### Work request
Would you reproduce the whole listing exactly, dropping any pictures it holds?

——————————

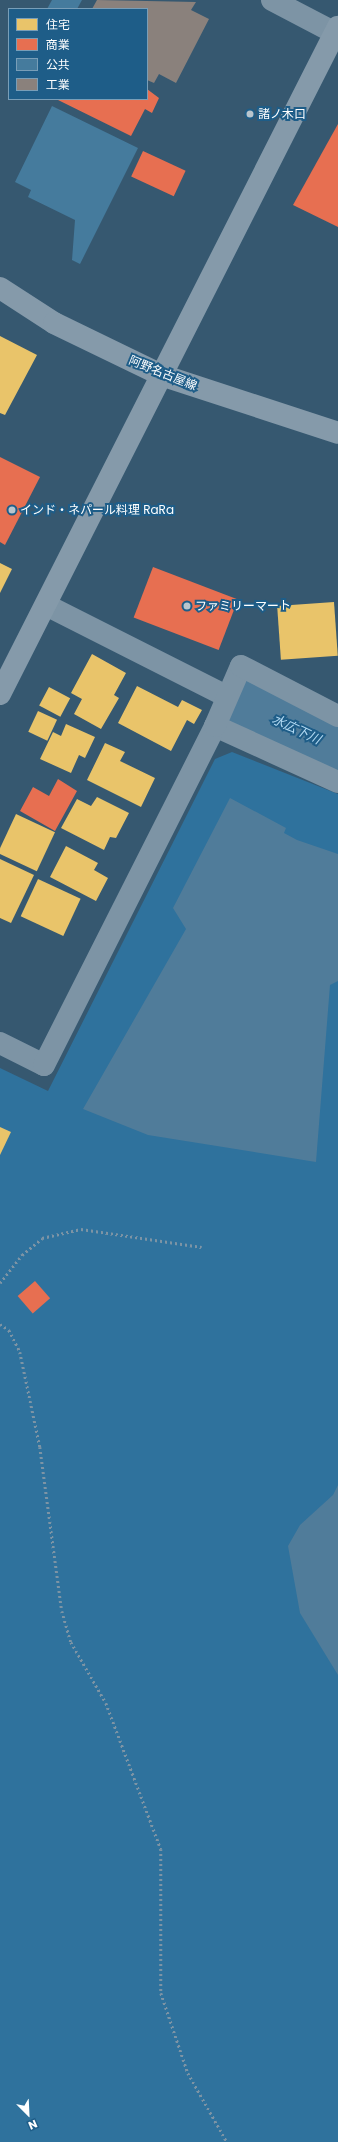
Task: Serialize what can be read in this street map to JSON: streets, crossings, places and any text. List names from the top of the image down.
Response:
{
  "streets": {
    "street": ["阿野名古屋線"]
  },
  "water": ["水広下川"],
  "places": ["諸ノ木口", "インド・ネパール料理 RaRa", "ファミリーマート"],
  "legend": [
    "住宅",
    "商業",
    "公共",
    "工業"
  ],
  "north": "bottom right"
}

——————————

### The answer
Task: Serialize what can be read in this street map to JSON: streets, crossings, places and any text. List names from the top of the image down.
Response:
{
  "streets": {
    "street": ["阿野名古屋線"]
  },
  "water": ["水広下川"],
  "places": ["諸ノ木口", "インド・ネパール料理 RaRa", "ファミリーマート"],
  "legend": [
    "住宅",
    "商業",
    "公共",
    "工業"
  ],
  "north": "bottom right"
}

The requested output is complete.